■ **PROBLEM TO SOLVE**:
Each entry must be restated word for word, with nothing omitted.

■ **Dataset entries**:
_ _ _ _
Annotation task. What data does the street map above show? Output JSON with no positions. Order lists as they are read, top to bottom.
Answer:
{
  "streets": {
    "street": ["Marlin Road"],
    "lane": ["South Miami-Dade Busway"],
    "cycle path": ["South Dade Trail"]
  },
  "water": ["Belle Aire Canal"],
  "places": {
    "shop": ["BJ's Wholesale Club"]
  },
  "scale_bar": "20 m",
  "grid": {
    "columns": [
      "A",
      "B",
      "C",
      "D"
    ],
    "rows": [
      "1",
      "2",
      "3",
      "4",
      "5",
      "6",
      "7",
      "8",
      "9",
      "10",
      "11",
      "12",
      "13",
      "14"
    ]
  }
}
_ _ _ _
■ **SOLVED PROBLEM**:
Annotation task. What data does the street map above show? Output JSON with no positions. Order lists as they are read, top to bottom.
Answer:
{
  "streets": {
    "street": ["Marlin Road"],
    "lane": ["South Miami-Dade Busway"],
    "cycle path": ["South Dade Trail"]
  },
  "water": ["Belle Aire Canal"],
  "places": {
    "shop": ["BJ's Wholesale Club"]
  },
  "scale_bar": "20 m",
  "grid": {
    "columns": [
      "A",
      "B",
      "C",
      "D"
    ],
    "rows": [
      "1",
      "2",
      "3",
      "4",
      "5",
      "6",
      "7",
      "8",
      "9",
      "10",
      "11",
      "12",
      "13",
      "14"
    ]
  }
}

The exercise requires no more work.